The pilot rebuffed him with her eyes. At the same time, she   
coaxed the palm-sized gun from its hiding place beneath her belt --   
the gun she'd found in ship's stores the day after they'd boarded   
_Liberator._ She proffered it end first to a startled Blake and   
said, "Here. You'll need that, if you intend cutting him loose."

Awe crept into Blake's expression. Vila nudged Gan and   
grinned cheekily.

"He really meant to do it?" Blake marveled, accepting the gun   
with undisguised loathing. "He would have left us down there?"

"You haven't wanted to hear me, have you?" Had the man been   
this naive before the Federation had rearranged his memory? "In   
case it's escaped your notice in the past few months, Avon isn't   
playing your game. Trusting him is like putting your hand in a   
serpent's den -- you may survive the first few times, but it'll get   
you killed eventually. You can't--"

Blake raised a hand, quelling her outburst. "Where?" he   
repeated, a single, deadly-calm syllable. Jenna wanted to scream   
at him, to unleash every smuggler's curse she'd ever learned and   
invent a few besides. But she curbed the impulse, never allowing   
it to show on her face, and squared her shoulders to confront him   
as an undisputed equal. _And I am, Blake. Don't ever forget it._

She waited several strategic moments before answering his demand.   
"Hold seven," she said. He turned at once to go, and   
exasperated, she called him back. "Blake!"

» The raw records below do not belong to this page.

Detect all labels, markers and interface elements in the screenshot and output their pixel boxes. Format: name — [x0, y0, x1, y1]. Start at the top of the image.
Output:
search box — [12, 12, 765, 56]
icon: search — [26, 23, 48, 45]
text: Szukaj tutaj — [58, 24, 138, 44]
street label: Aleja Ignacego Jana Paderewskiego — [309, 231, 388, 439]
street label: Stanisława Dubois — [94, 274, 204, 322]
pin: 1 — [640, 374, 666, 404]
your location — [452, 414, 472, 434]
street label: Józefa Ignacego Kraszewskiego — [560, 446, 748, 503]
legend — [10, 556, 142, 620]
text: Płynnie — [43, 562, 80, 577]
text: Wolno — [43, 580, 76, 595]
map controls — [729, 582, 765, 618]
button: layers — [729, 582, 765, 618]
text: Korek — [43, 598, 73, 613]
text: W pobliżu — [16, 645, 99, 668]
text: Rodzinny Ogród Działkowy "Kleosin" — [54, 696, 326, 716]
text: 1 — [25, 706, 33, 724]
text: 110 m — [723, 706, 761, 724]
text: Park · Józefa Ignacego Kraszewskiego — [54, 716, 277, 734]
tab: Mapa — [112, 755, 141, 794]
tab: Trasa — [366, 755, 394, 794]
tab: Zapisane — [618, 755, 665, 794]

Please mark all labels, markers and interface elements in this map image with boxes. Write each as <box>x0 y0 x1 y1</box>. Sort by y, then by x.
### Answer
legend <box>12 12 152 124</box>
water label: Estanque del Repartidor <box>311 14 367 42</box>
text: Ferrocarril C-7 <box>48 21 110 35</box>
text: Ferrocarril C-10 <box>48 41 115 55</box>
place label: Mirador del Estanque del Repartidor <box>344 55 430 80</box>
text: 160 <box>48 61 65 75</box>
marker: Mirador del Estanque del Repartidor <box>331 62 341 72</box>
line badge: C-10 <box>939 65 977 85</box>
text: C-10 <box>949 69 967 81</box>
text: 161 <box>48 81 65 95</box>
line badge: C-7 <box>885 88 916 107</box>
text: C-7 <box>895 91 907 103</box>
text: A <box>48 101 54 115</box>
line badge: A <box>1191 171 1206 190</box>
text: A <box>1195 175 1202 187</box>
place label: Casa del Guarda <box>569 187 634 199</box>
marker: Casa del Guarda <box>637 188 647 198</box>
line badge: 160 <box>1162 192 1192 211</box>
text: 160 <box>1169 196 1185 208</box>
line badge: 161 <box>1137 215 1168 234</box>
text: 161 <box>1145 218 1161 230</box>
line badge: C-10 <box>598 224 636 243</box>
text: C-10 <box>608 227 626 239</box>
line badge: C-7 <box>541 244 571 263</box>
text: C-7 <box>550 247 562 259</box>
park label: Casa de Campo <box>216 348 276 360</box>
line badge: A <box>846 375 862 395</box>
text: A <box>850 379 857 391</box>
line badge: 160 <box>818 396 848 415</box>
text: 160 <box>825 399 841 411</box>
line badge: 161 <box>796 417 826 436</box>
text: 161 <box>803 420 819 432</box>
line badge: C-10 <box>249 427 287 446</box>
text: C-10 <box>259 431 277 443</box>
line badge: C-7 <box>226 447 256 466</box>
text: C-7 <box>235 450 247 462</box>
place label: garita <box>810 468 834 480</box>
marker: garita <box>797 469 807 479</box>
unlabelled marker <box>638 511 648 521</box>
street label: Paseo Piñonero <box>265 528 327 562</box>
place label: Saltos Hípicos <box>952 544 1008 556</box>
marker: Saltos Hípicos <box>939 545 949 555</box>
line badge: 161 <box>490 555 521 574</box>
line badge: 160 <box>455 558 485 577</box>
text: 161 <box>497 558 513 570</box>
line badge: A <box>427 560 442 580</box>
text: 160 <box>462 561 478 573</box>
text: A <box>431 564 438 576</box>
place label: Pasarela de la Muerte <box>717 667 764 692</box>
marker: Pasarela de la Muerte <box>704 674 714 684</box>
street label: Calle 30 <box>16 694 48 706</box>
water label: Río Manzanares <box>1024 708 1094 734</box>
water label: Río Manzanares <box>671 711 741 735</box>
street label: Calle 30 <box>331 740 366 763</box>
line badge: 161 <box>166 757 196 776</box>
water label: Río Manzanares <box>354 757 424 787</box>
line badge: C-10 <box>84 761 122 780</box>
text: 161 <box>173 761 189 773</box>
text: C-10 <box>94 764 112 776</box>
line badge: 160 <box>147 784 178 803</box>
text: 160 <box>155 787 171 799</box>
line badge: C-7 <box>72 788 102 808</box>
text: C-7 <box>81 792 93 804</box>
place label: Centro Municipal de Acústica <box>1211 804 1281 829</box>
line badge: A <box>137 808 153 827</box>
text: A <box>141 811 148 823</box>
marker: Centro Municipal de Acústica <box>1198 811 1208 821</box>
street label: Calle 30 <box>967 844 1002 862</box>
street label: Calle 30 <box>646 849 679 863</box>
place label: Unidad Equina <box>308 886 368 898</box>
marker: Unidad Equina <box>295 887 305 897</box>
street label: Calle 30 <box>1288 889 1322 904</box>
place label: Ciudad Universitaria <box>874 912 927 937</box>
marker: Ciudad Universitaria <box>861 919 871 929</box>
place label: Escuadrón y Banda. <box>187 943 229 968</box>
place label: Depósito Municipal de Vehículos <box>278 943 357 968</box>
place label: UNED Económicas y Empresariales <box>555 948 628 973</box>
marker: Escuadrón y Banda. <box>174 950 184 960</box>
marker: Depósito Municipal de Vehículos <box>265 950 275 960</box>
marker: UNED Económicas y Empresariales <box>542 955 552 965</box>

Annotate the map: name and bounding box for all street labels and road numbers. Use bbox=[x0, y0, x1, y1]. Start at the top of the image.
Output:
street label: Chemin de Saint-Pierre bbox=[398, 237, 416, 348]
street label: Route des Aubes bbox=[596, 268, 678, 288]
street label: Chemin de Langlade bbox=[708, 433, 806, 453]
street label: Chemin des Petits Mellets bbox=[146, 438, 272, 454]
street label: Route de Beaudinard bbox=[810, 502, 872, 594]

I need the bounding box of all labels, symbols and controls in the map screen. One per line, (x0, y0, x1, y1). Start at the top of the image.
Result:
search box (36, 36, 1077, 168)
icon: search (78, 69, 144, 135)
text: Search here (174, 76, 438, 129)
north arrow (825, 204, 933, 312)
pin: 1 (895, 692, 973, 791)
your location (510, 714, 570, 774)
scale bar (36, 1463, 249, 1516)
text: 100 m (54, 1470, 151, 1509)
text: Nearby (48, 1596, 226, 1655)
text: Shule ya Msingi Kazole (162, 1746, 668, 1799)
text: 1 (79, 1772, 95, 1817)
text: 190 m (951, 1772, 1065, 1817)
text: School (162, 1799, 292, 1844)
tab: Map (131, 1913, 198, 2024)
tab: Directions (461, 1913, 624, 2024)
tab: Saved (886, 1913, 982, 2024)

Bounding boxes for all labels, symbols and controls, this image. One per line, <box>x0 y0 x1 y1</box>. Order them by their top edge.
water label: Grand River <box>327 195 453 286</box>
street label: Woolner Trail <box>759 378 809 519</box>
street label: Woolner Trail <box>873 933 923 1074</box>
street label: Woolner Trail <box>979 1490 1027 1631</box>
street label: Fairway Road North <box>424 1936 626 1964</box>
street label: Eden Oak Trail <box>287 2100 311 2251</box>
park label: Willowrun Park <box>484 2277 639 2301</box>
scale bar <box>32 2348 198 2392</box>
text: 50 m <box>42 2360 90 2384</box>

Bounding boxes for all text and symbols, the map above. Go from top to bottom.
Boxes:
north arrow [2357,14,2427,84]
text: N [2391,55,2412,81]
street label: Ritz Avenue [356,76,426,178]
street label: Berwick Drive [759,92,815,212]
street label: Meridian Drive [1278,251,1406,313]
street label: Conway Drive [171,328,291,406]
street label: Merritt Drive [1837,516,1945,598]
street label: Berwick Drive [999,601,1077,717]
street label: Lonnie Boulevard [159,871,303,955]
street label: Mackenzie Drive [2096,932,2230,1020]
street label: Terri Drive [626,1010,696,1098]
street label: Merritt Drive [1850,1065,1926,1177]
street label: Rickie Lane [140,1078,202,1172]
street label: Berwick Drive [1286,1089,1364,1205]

He spun, already on the entry steps, but Jenna's resolve   
wilted under the continuing heat of his glare. "Nothing," she said   
dismally. "Just be careful."

He went on his way without responding. After a long moment   
spent listening to the soft vibration of _Liberator's_ flight   
systems, Jenna grew aware of eyes watching her, and looked up to   
see Gan and Vila silently regarding her from the secondary   
entryway. Both started at her look of scorn and feigned instant   
disinterest, returning to their explorations of the flight deck.

Jenna dismissed them: her mind was on Blake and what he was likely   
to find in hold seven.

Avon hadn't been seriously hurt, she was certain of that. But   
she was equally convinced that he posed a serious danger to Blake -   
\- and to everyone else aboard. He had proven that to her himself,   
in the teleport room an hour ago, when he'd stopped her from   
reaching for the controls.

"We lose it all," he'd grated, forcefully restraining her arm.   
"Jewels, currency -- all of it. What do you want to be, rich or   
dead?" The urgency of the demand shocked Jenna no less than the   
pain he inflicted on her wrist; both infuriated her.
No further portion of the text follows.